▶ Problem: Filter the entries that follow, copying every line in which the word "fabs" appears.

Stored data entries:
=-=-=-=-=
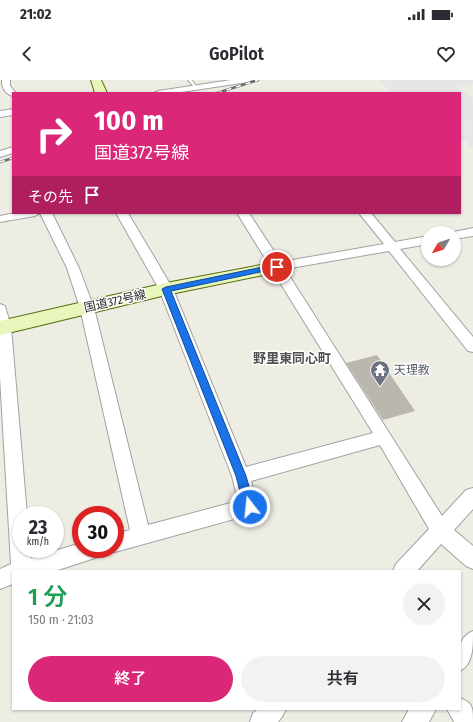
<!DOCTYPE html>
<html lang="ja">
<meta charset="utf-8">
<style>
:root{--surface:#fff;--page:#f2f2f3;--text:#2b2b33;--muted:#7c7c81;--accent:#db2777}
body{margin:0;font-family:"Fira Sans Condensed","Noto Sans JP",sans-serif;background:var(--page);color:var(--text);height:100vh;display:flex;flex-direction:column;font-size:15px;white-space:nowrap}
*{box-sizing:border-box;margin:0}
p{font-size:13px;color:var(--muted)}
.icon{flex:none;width:22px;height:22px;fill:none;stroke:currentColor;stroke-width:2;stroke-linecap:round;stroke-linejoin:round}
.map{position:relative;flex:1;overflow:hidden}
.panel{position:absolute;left:12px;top:490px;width:449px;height:140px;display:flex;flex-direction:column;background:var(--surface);border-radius:0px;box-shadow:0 1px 3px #0004}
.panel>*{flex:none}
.hud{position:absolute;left:12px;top:12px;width:449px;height:122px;border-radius:0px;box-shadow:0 1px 3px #0004;background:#db2777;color:#fff;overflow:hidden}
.needle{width:26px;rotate:231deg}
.fabs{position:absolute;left:421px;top:146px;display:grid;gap:8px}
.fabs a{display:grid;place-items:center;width:40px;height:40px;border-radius:50%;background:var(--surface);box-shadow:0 1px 3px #0004;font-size:20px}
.speed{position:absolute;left:12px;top:426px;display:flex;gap:8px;font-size:20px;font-weight:700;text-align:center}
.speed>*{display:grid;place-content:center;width:52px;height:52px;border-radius:50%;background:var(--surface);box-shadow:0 1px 3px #0004;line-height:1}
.speed small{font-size:10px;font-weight:400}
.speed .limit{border:6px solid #d22;background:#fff;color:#111}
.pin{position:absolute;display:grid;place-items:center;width:34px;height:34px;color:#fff;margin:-17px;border:2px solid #fff;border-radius:50%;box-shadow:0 1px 4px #0007}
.me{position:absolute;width:44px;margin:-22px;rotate:344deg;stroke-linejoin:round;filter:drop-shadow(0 0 3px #0008)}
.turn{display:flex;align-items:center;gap:14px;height:84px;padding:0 16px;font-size:18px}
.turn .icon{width:52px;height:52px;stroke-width:2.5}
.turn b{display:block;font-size:28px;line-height:34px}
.then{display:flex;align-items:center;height:38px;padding:0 16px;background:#0003;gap:8px;font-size:15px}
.round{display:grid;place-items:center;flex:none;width:42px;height:42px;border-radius:21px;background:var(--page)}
.headline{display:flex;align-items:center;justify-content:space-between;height:68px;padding:0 16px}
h1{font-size:24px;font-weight:600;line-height:30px;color:#1e9e55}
.button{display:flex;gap:8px;margin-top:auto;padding:8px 16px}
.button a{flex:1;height:46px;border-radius:24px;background:var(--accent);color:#fff;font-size:16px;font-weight:600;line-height:46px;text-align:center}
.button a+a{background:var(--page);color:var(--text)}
.status{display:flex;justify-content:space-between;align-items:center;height:28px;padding:0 20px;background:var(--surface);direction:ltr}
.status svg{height:11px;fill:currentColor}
header{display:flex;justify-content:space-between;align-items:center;height:52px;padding:0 16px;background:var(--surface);font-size:18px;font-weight:600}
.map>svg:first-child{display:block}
.parking{fill:#e6e6e6}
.building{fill:#bbb6ae}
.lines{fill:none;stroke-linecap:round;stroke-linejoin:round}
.lane-casing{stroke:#a2a2a2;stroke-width:2}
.street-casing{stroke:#a2a2a2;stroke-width:2}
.secondary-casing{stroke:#526e0b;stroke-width:2}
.lane{fill:#fff;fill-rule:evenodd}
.street{fill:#fff;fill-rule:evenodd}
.secondary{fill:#e8f5bb;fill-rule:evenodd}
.rail-casing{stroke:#6c6c6c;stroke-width:2.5}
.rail{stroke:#fff;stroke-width:1.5;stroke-dasharray:5;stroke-linecap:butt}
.route{fill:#1a73e8;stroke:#114b97}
.labels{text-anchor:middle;stroke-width:3;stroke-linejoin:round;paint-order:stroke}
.street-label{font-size:12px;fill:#1e1e1e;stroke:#fff}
.worship-label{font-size:12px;fill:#5b616d;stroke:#fff;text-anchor:start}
.neighbourhood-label{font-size:13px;font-weight:bold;fill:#515151;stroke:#fff}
</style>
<div class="status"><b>21:02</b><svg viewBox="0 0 49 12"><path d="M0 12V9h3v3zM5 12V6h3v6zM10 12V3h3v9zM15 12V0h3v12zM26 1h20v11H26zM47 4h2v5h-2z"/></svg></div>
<header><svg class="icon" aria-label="back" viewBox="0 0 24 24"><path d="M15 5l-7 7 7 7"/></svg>GoPilot<svg class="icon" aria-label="heart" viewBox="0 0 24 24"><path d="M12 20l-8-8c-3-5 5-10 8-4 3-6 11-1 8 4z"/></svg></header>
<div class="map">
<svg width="473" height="642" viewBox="0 0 473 642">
<rect width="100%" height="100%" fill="#eeede4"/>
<path class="parking" d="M379 0H473V4L458 7 473 17V67L468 68 470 62 460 60V49L465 50 467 46H460V13H392Z"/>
<path class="building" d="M377 275 415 331 383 340 346 283Z"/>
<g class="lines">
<g class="lane-casing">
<path id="lane" d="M188 0H192L197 8H195Z"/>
</g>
<g class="street-casing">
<path id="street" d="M2 0H10V6L16 13H13V16C6 15 1 7 2 0Z
M231 0H252L248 2 175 13H154L158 11Z
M13 29V35L0 37V31Z
M13 67V73L0 77V71Z
M15 133H52L79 188 94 228 148 445 238 421 232 396 159 209 116 133H128L173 209 246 387 373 353 237 133H249L281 182 384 164 359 133H371L395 162 428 156V164L400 169 473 257V272L468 271 389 171 285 189 442 436 466 410 473 408V429L454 450 473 466V489L466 486 441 464 417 491H393L396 484 429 449 380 365 251 401 258 427 256 433 115 472 108 470 115 469V454L130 450 80 228 67 188 40 133 35 136 0 142V136Z
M473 148V156L454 159V153H449Z
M0 224 5 226 11 247 27 435H21V469H30L31 478 81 463V469H104L101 476 55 491H13V504L0 509V489L11 484 0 297Z
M473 551C473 568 473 584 460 591 460 574 455 559 473 551Z
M460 618C473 623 473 628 473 642H454L447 629H460Z
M258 629H286L282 637 278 642H250L253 633Z
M409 629H436L429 642H402Z"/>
</g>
<g class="secondary-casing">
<path id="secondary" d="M91 0H101L107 13H95Z
M277 182 283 183 286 187 283 191 166 215 0 255V241L166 203Z"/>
</g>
<use href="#lane" class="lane"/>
<use href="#street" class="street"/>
<use href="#secondary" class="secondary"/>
<g class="rail-casing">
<path id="rail" d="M217 13 258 0
M0 82 13 78"/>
</g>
<use href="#rail" class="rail"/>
</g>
<path class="route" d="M277 184 279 185V188L171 211 246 396 255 427 253 430 250 432 246 430 244 427 236 396 162 209 166 207Z"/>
<defs>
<g id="temple-pin" transform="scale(1)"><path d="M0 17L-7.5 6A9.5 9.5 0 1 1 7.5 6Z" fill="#6b7280" stroke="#fff"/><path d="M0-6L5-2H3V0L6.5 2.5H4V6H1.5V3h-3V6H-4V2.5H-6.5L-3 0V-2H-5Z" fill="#fff"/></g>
</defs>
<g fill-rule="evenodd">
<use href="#temple-pin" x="380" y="290"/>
</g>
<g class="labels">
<g class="street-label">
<text transform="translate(115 221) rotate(-13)" y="4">国道372号線</text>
</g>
<g class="worship-label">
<text x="394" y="294">天理教</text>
</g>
<g class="neighbourhood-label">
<text x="292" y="283">野里東同心町</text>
</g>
</g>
</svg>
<div class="fabs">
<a><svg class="needle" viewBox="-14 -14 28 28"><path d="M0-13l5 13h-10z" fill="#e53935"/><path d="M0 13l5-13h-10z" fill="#7c7c81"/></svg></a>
</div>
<div class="speed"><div>23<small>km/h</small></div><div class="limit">30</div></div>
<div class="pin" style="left:277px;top:187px;background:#d93025"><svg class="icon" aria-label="arrive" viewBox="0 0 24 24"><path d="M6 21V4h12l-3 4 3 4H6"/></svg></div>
<svg class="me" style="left:250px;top:427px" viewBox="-20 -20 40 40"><circle r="17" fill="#1a73e8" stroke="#fff" stroke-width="3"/><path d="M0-11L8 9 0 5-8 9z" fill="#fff"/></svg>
<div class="hud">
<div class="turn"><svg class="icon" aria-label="right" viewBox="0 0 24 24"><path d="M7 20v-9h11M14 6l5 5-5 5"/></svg><div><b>100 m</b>国道372号線</div></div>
<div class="then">その先<svg class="icon" aria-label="arrive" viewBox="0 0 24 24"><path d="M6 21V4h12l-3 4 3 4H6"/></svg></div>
</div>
<section class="panel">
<div class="headline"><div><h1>1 分</h1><p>150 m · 21:03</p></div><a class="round"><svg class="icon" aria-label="close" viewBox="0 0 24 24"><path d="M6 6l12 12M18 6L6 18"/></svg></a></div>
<div class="button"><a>終了</a><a>共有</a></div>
</section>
</div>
=-=-=-=-=
▶ Written response:
.fabs{position:absolute;left:421px;top:146px;display:grid;gap:8px}
.fabs a{display:grid;place-items:center;width:40px;height:40px;border-radius:50%;background:var(--surface);box-shadow:0 1px 3px #0004;font-size:20px}
<div class="fabs">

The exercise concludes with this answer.